Daily Express

Fleet Street star made crime pay

- Marion Chesney

THE celebrated crime writer MC Beaton used her experience­s as chief woman reporter for the Daily Express to bring realism to her characters Hamish Macbeth and Agatha Raisin. Sharply witty but warm and wise, the Glaswegian produced 200 books, selling 21 million worldwide. Libraries saw her as a godsend – she was the most borrowed UK author of books for adults for eight years in a row.

Inevitably, her charming and slow-paced detective stories, often laced with dark humour, were made into TV series, although she could be critical of the results.

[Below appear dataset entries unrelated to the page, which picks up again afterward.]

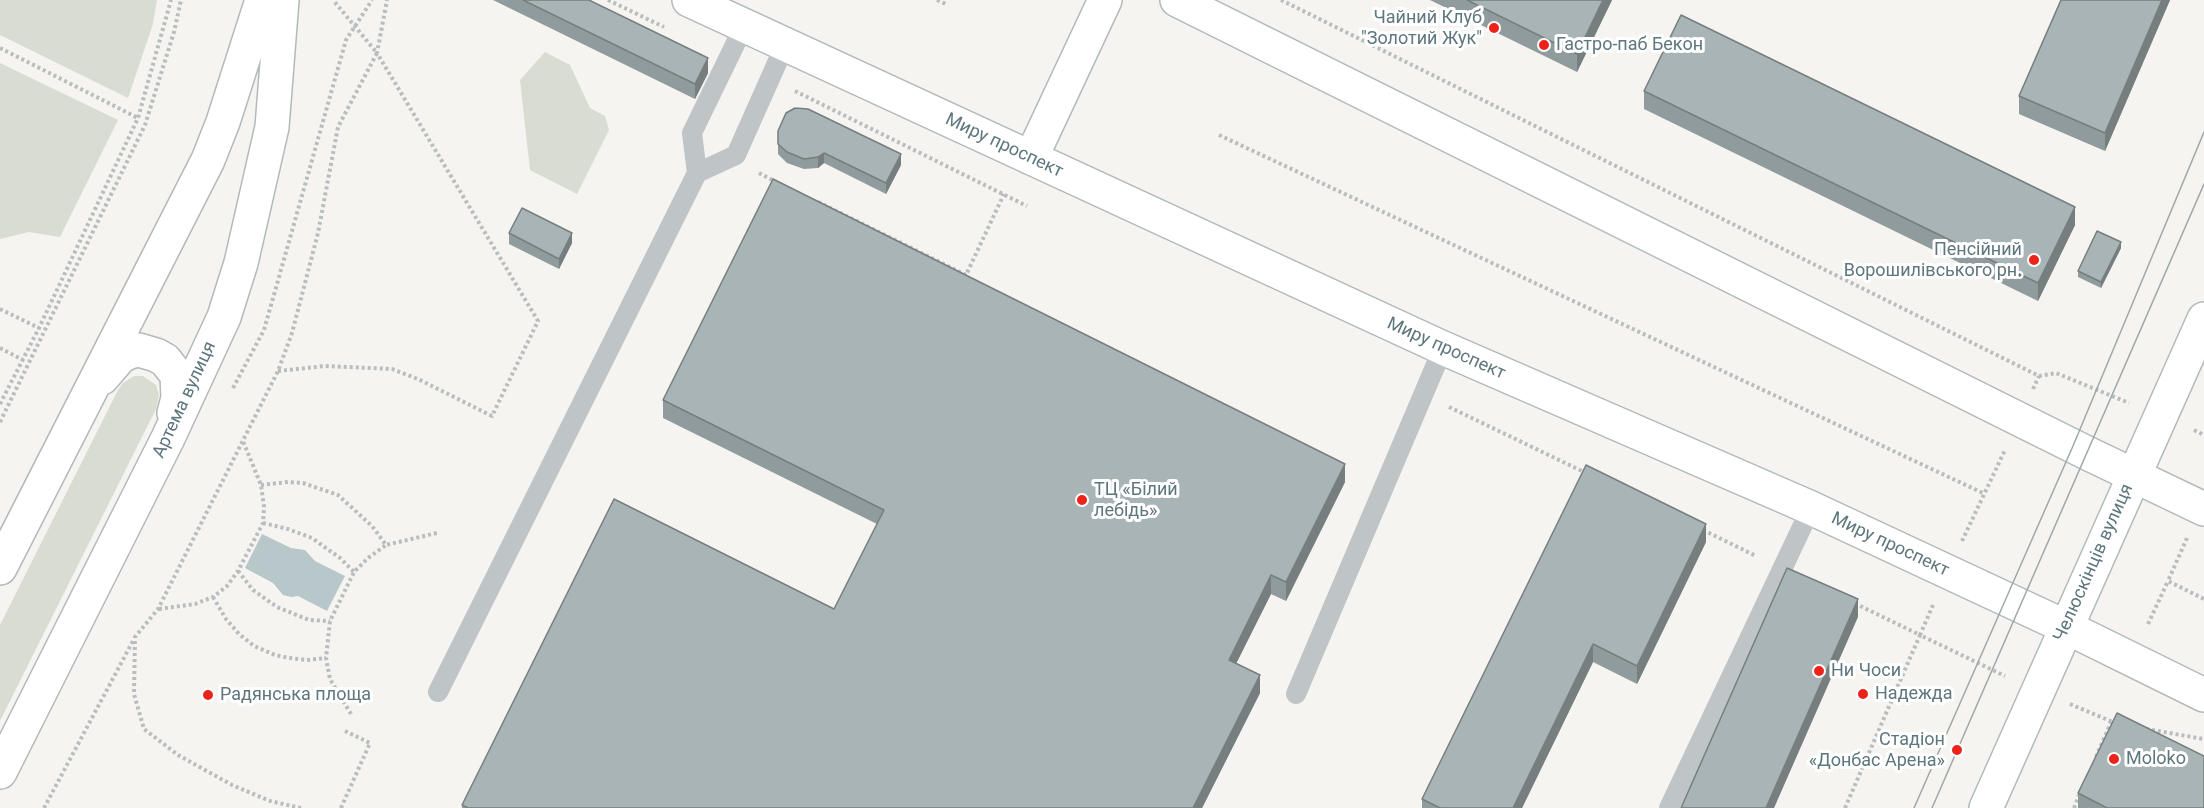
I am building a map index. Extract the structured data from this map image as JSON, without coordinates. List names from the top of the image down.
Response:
{
  "streets": {
    "main road": ["Миру проспект", "Артема вулиця", "Челюскінців вулиця"]
  },
  "crossings": [
    ["Миру проспект", "Челюскінців вулиця"]
  ],
  "places": [
    "Чайний Клуб \"Золотий Жук\"",
    "Гастро-паб Бекон",
    "Пенсійний Ворошилівського рн.",
    "ТЦ «Білий лебідь»",
    "Ни Чоси",
    "Надежда",
    "Радянська площа",
    "Стадіон «Донбас Арена»",
    "Moloko"
  ]
}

She stopped watching the BBC’s 1990s series Hamish Macbeth, starring Robert Carlyle, because she did not like the way the police constable working in the fictitious Scottish town of Lochdubh was portrayed as a shady pot smoker.

Beaton was more taken with Ashley Jensen’s portrayal of her amateur detective, Agatha Raisin, in Sky’s drama comedy.

The daughter of a coal merchant, Marion grew up in a Glasgow council house and discovered her love of literature while working for bookseller John Smith and Son. Vivacious and chatty, she enjoyed the company of journalist­s and talked herself into getting a job as a theatre reviewer before turning her skills to reporting crime for the Scottish Daily Express.

Her vivid accounts of razor gangs and killers brought her to the attention of editors in London, who brought her to the capital and nurtured her talents.

“It was hard work but when I walked down Fleet Street and heard the printing presses start up and saw the dome of St Paul’s reflected in the Thames I thought I had arrived,” she reflected.

Soon the scoops started rolling in, interviews with an up-and -coming band called The Beatles and then becoming immersed in the John Profumo sex and spies scandal of 1963.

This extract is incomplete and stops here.